Repairs, replacements, and supplies: Medicare may cover repairs or replacement when equipment is worn out or damaged beyond repair from normal use. Consumable supplies used with covered DME (like CPAP masks or wheelchair cushions) are often covered on a set schedule—check frequency limits.
What’s not covered (and common pitfalls)
- Convenience or comfort items: Grab bars, shower chairs (in many cases), air purifiers, and most home modifications aren’t DME.
- Deluxe or nonstandard features: Upgrades (like a power chair with enhanced features not medically necessary) may leave you paying the difference.
- Duplicates: Medicare typically won’t cover two of the same/similar items at once unless clearly justified.
- Supplies not used with DME: Some disposable medical supplies aren’t Part B DME, though other benefits might apply. For diabetes, see what Part B covers (meters, strips, lancets) on diabetes supplies & services. Insulin not used with a pump is generally under Part D (your drug plan).
- Missing approvals or wrong supplier: Skipping a required prior authorization or using a non-enrolled/out-of-network supplier can trigger denials.
Quick, real-world examples
Example 1: New need for a walker.

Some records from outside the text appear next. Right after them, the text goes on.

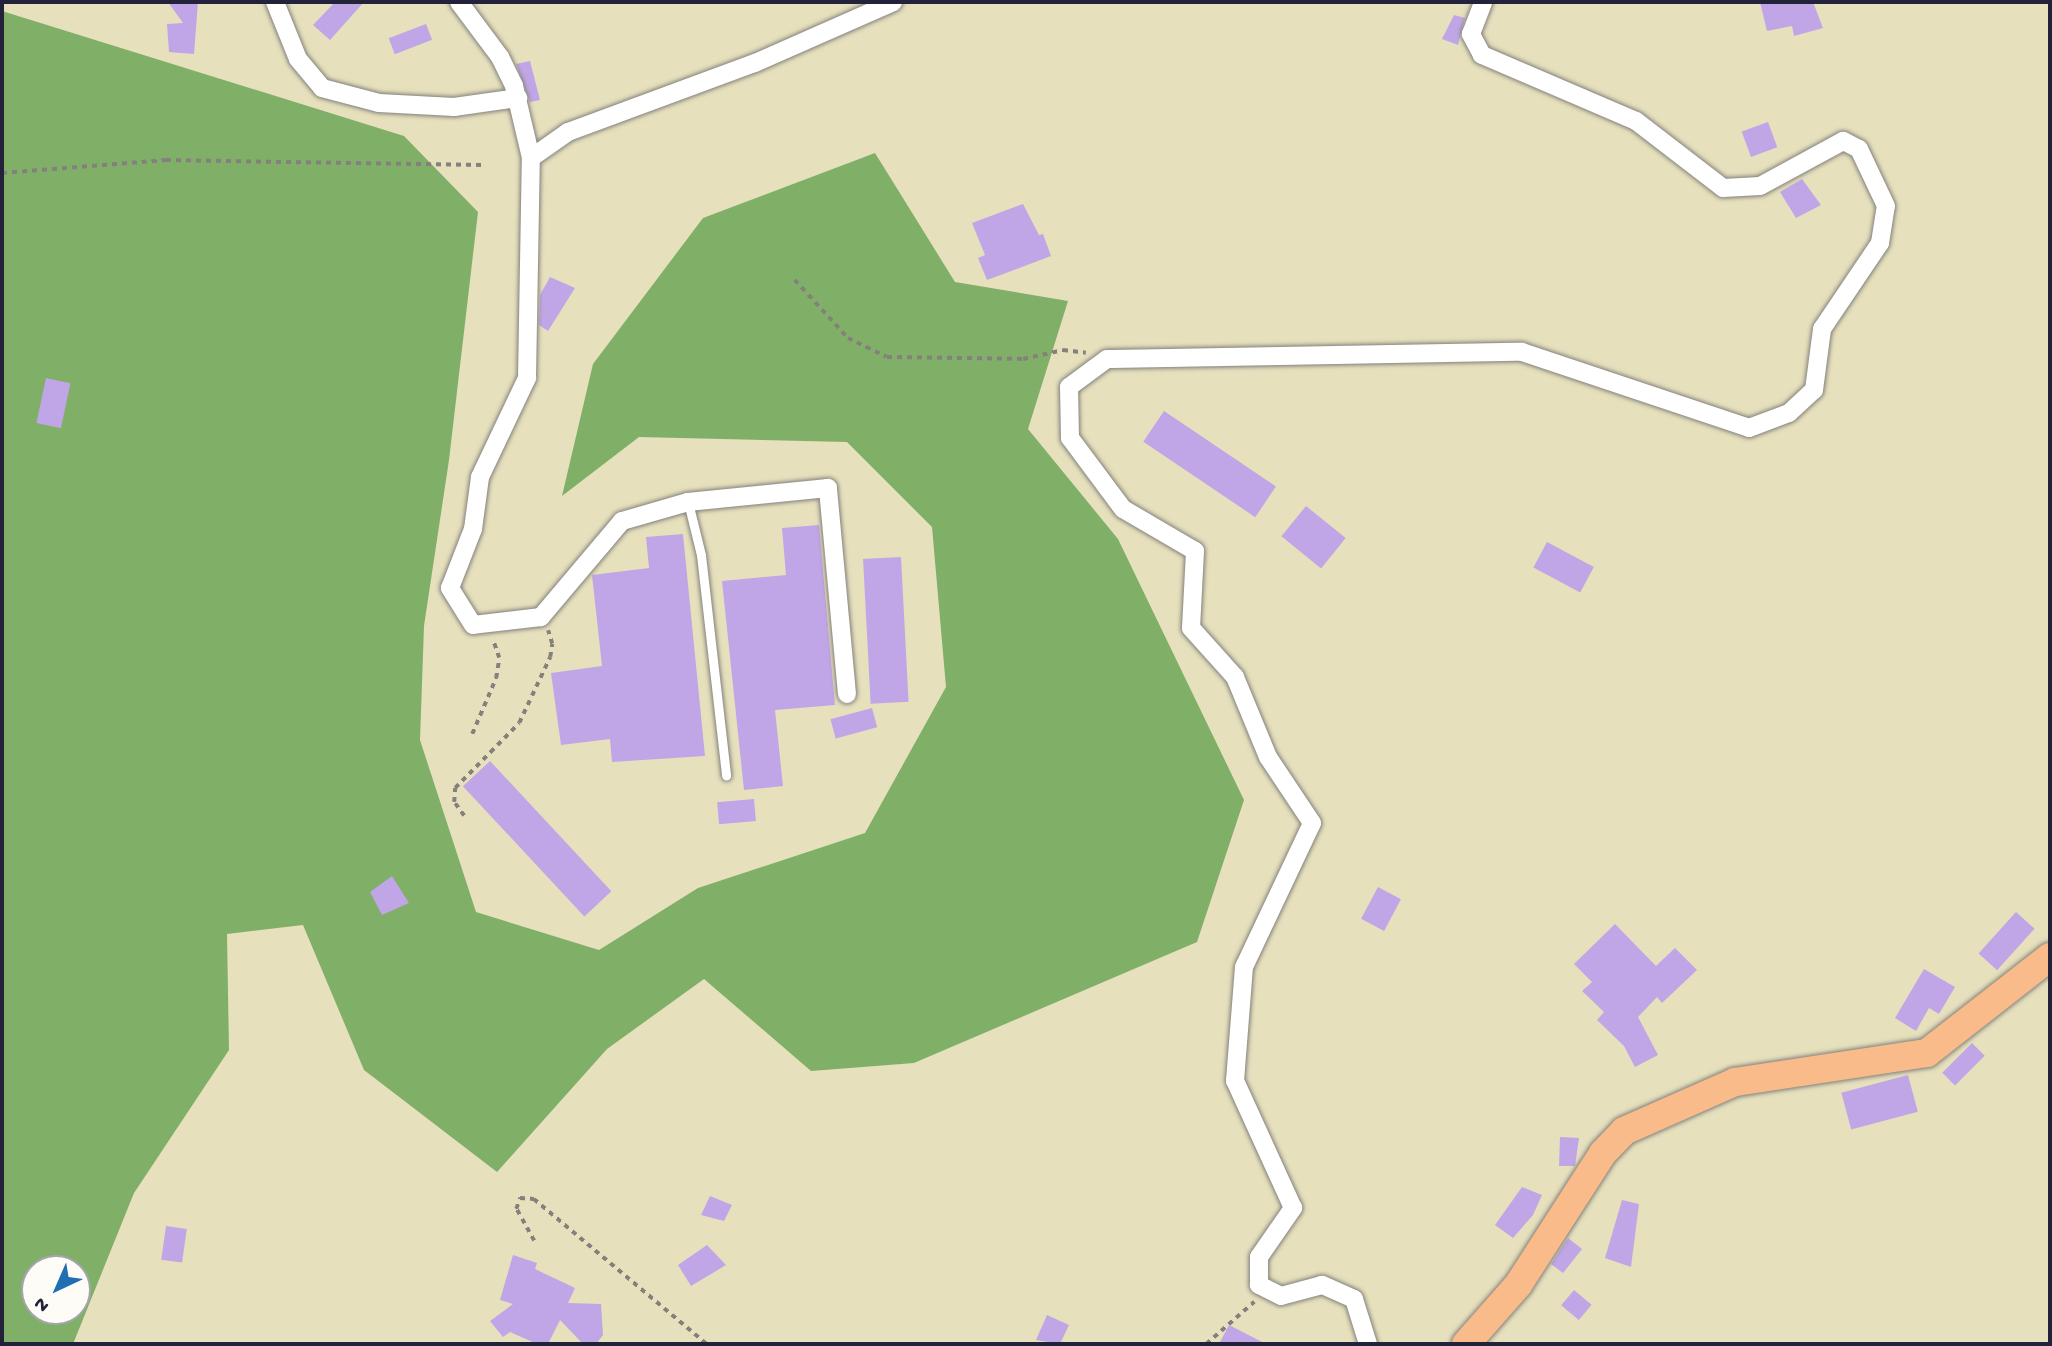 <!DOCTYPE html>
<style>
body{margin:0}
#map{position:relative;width:2052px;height:1346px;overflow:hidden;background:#e6e0bd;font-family:"Gochi Hand",sans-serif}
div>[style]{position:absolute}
.forest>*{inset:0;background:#80af68}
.building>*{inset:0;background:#c0a6e6;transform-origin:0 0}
.path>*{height:3.5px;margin-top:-1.75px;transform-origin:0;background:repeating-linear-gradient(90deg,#84817c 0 5px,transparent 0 10px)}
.roads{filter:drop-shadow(0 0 2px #84817c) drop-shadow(0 0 2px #84817c)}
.service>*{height:9px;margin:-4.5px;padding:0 4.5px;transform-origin:4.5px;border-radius:4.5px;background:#fff}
.minor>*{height:18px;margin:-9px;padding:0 9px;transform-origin:9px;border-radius:9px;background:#fff}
.primary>*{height:28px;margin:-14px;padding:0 14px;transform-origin:14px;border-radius:14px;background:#fabb8b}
span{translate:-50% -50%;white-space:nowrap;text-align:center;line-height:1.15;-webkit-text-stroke:5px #fdfcf7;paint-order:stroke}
.frame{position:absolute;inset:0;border:4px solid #22223b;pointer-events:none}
.north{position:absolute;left:21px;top:1255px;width:70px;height:70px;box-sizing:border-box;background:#fdfcf7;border:2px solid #a5a5ac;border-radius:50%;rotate:224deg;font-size:19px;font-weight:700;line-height:28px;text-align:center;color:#22223b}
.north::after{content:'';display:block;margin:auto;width:24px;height:32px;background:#1f6fb2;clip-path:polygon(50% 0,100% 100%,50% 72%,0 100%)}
</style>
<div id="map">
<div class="forest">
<div style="clip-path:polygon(evenodd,2px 11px,404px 136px,478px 212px,449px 460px,424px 626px,420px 740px,476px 912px,599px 950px,698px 888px,865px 833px,946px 687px,932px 527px,847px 442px,639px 437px,562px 496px,593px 364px,703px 218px,875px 153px,955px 282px,1068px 301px,1028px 429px,1118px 539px,1244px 800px,1197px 942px,914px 1063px,811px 1071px,704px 979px,607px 1049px,497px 1172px,364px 1070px,303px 925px,227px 934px,229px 1050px,134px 1193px,73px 1344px,2px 1344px,2px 11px,35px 1269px,77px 1269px,77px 1311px,35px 1311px,35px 1269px)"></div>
</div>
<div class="building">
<div style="clip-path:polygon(168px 2px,198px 2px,194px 54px,169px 52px,167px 24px,183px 23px)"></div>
<div style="clip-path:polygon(335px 2px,364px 2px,330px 40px,313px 25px)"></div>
<div style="clip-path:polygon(1760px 2px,1813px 2px,1823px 28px,1794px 36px,1792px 26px,1767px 31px)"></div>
<div style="clip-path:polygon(1454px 15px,1465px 18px,1458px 45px,1442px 39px)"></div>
<div style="left:426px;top:24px;width:17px;height:40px;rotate:69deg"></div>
<div style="clip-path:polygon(530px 61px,540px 100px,530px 102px,516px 64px)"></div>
<div style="left:1768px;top:122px;width:27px;height:28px;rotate:70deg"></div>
<div style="clip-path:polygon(1802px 179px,1821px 205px,1796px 218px,1780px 192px)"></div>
<div style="clip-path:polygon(1023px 204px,1039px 235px,1043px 234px,1051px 256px,987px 280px,978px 258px,985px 255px,972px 223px)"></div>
<div style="clip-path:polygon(550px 277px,575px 288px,548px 331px,539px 325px,540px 295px)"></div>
<div style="left:46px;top:378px;width:25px;height:46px;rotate:12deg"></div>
<div style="left:1164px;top:411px;width:135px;height:37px;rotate:34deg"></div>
<div style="left:1306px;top:506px;width:51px;height:39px;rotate:39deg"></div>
<div style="clip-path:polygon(819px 525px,835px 705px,775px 710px,783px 786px,744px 790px,722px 581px,786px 575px,782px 528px)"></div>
<div style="clip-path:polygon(683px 534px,705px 756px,612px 762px,610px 739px,561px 745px,551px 673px,602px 666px,592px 575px,649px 568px,646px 537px)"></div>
<div style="left:1547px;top:542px;width:53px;height:29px;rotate:28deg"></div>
<div style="left:901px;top:557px;width:145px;height:38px;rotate:87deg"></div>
<div style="left:872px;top:708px;width:20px;height:43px;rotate:75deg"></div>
<div style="left:490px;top:761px;width:178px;height:37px;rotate:47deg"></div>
<div style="left:754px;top:799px;width:22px;height:37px;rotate:85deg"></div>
<div style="clip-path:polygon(392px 876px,409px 903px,382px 915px,370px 892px)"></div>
<div style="left:1378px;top:887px;width:26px;height:36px;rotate:28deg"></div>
<div style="left:2016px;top:912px;width:25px;height:56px;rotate:42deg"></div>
<div style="clip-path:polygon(1615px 924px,1656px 966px,1675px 948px,1697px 970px,1662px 1003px,1657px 997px,1638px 1017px,1658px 1055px,1635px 1067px,1624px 1046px,1597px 1020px,1604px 1012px,1582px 991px,1592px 982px,1574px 964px)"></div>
<div style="clip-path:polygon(1924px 969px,1955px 987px,1939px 1014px,1929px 1008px,1916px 1031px,1895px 1018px)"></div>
<div style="left:1972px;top:1043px;width:18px;height:42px;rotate:45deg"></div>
<div style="left:1908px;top:1075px;width:38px;height:69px;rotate:75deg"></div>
<div style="clip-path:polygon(1560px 1137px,1579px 1138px,1575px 1166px,1559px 1166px)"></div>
<div style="clip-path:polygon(1522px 1187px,1542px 1195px,1533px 1215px,1513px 1238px,1495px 1225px)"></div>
<div style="clip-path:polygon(710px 1196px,732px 1205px,724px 1221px,701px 1215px)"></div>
<div style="clip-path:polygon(1622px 1200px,1639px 1204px,1631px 1267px,1605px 1258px)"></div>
<div style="left:166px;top:1226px;width:21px;height:34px;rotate:8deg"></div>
<div style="clip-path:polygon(1568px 1238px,1582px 1249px,1563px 1273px,1551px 1264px)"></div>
<div style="clip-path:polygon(707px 1245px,726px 1265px,691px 1286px,678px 1265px)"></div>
<div style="clip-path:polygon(513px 1255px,537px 1263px,535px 1269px,575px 1288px,568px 1303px,601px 1304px,603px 1335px,596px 1344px,583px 1344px,560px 1320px,548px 1344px,537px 1344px,510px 1332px,503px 1337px,490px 1321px,513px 1304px,500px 1300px)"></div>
<div style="left:1574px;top:1290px;width:23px;height:20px;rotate:40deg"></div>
<div style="clip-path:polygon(1047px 1315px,1069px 1325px,1060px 1344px,1036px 1340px)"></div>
<div style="clip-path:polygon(1229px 1325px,1266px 1344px,1219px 1344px)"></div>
</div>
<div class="path">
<div style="left:2px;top:173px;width:165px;rotate:-4.5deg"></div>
<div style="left:166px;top:160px;width:318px;rotate:0.9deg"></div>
<div style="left:795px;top:280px;width:79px;rotate:47.6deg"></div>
<div style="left:848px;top:338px;width:43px;rotate:26deg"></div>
<div style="left:887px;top:357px;width:136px;rotate:0.8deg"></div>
<div style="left:1023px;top:359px;width:41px;rotate:-12.7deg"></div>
<div style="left:1063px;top:350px;width:23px;rotate:7deg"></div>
<div style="left:472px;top:734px;width:61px;rotate:-66.8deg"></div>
<div style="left:496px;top:678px;width:20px;rotate:-81deg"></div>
<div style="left:499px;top:658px;width:18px;rotate:-109deg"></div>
<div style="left:464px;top:816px;width:17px;rotate:-126deg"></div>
<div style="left:454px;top:802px;width:14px;rotate:-86deg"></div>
<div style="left:455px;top:788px;width:91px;rotate:-45.4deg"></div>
<div style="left:519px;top:723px;width:73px;rotate:-64.8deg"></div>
<div style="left:550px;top:657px;width:13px;rotate:-81deg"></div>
<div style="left:552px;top:644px;width:14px;rotate:-107deg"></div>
<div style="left:534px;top:1241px;width:37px;rotate:-119deg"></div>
<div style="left:516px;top:1209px;width:12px;rotate:-70deg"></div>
<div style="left:520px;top:1198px;width:14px;rotate:4deg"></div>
<div style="left:534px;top:1199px;width:226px;rotate:40deg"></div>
<div style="left:1206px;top:1344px;width:64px;rotate:-41.2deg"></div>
</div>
<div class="roads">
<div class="service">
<div style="left:688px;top:502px;width:55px;rotate:76.2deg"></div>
<div style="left:701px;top:555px;width:222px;rotate:83.5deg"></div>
</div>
<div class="minor">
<div style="left:275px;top:2px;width:61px;rotate:68deg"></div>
<div style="left:298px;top:59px;width:38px;rotate:50deg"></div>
<div style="left:322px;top:88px;width:59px;rotate:14.7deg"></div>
<div style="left:379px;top:103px;width:75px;rotate:3.1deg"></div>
<div style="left:454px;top:107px;width:65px;rotate:-8deg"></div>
<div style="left:459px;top:2px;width:69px;rotate:53.3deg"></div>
<div style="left:500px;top:57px;width:32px;rotate:64deg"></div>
<div style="left:514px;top:86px;width:74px;rotate:76.7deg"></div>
<div style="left:847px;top:694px;width:207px;rotate:-95.3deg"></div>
<div style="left:828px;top:488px;width:141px;rotate:174.3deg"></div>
<div style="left:688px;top:502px;width:69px;rotate:163.9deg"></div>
<div style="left:622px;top:521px;width:126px;rotate:130.2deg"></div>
<div style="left:541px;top:617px;width:68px;rotate:173.3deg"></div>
<div style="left:473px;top:625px;width:44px;rotate:-121.9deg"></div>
<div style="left:450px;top:588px;width:63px;rotate:-68.7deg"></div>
<div style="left:473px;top:529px;width:52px;rotate:-82.3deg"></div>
<div style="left:480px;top:477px;width:110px;rotate:-64.6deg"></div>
<div style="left:527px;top:378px;width:220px;rotate:-89deg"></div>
<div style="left:531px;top:158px;width:45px;rotate:-35.1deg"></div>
<div style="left:568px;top:132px;width:199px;rotate:-20.3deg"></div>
<div style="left:755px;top:63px;width:151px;rotate:-23.8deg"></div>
<div style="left:1368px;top:1344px;width:47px;rotate:-107.3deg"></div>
<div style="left:1354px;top:1299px;width:35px;rotate:-156deg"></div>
<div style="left:1322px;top:1285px;width:42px;rotate:165deg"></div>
<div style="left:1281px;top:1296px;width:25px;rotate:-153deg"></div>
<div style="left:1259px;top:1285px;width:28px;rotate:-90deg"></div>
<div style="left:1259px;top:1257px;width:60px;rotate:-55.2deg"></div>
<div style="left:1293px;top:1208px;width:140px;rotate:-114.5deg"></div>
<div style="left:1235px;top:1081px;width:114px;rotate:-85.5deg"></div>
<div style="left:1244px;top:967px;width:159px;rotate:-64.7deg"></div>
<div style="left:1312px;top:823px;width:79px;rotate:-123.7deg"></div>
<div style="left:1268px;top:757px;width:87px;rotate:-112.4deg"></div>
<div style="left:1235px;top:677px;width:66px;rotate:-131.9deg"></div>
<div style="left:1191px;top:628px;width:77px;rotate:-87deg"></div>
<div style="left:1195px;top:551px;width:83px;rotate:-149.7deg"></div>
<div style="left:1123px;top:509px;width:89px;rotate:-126.7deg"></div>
<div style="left:1070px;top:438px;width:51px;rotate:-91.1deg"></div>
<div style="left:1069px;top:387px;width:47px;rotate:-36.4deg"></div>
<div style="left:1107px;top:359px;width:415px;rotate:-1deg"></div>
<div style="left:1522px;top:352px;width:239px;rotate:18.5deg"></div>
<div style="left:1749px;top:428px;width:43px;rotate:-20.6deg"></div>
<div style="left:1789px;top:413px;width:34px;rotate:-43deg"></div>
<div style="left:1814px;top:390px;width:62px;rotate:-82.5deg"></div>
<div style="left:1822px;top:329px;width:104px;rotate:-56deg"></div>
<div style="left:1880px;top:243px;width:37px;rotate:-81deg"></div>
<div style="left:1886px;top:206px;width:63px;rotate:-115.3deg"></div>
<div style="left:1859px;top:149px;width:18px;rotate:-153deg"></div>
<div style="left:1843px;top:141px;width:94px;rotate:151.5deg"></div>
<div style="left:1760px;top:186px;width:37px;rotate:177deg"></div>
<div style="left:1723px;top:188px;width:110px;rotate:-142.4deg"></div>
<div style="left:1636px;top:121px;width:168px;rotate:-156.8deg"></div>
<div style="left:1482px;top:55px;width:24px;rotate:-118deg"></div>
<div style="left:1471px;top:34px;width:34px;rotate:-69deg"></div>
</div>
<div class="primary">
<div style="left:1466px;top:1344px;width:79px;rotate:-48.6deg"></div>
<div style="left:1518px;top:1285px;width:157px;rotate:-57.2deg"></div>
<div style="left:1603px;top:1153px;width:30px;rotate:-46deg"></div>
<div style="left:1624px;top:1131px;width:121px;rotate:-23.8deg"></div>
<div style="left:1735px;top:1082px;width:194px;rotate:-8.6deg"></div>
<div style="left:1927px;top:1053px;width:156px;rotate:-38deg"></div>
</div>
</div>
<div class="frame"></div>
<div class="north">N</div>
</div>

Your doctor documents impaired mobility and writes an order. You choose a Medicare-enrolled supplier that accepts assignment, pick an appropriate standard walker (no luxury upgrades), and pay 20% after your Part B deductible. If you have Medigap, it may cover your 20% coinsurance.
Example 2: Power wheelchair. Your clinician evaluates you, showing you can’t use a cane/walker/manual chair safely at home. Because many power wheelchairs need prior authorization, your supplier submits the paperwork first. Once approved, Medicare covers it under Part B and you owe 20% of the approved amount (less if you have Medigap or secondary coverage). If you’re in Medicare Advantage, you follow plan network and approval rules.
Example 3: CPAP for obstructive sleep apnea. After a sleep study, your doctor orders CPAP. Medicare covers a 12-week trial; if you meet compliance and benefit criteria, coverage continues. Supplies like masks and tubing are replaced on a schedule when medically necessary.
Appeals and where to get help
If your claim is denied, you have rights. Read Medicare’s step-by-step guide to filing an appeal. You can also get free, unbiased counseling from your State Health Insurance Assistance Program (SHIP): SHIP help.
Key takeaways
- Most home-use DME is covered by Medicare Part B when medically necessary and ordered by your doctor.
- Use Medicare-enrolled (and in-network, if on Medicare Advantage) suppliers—prefer those that accept assignment.
- Know whether your item is a rental or purchase, watch for prior authorization, and keep your documentation.
- Expect 20% coinsurance after the Part B deductible unless Medigap or other secondary coverage applies.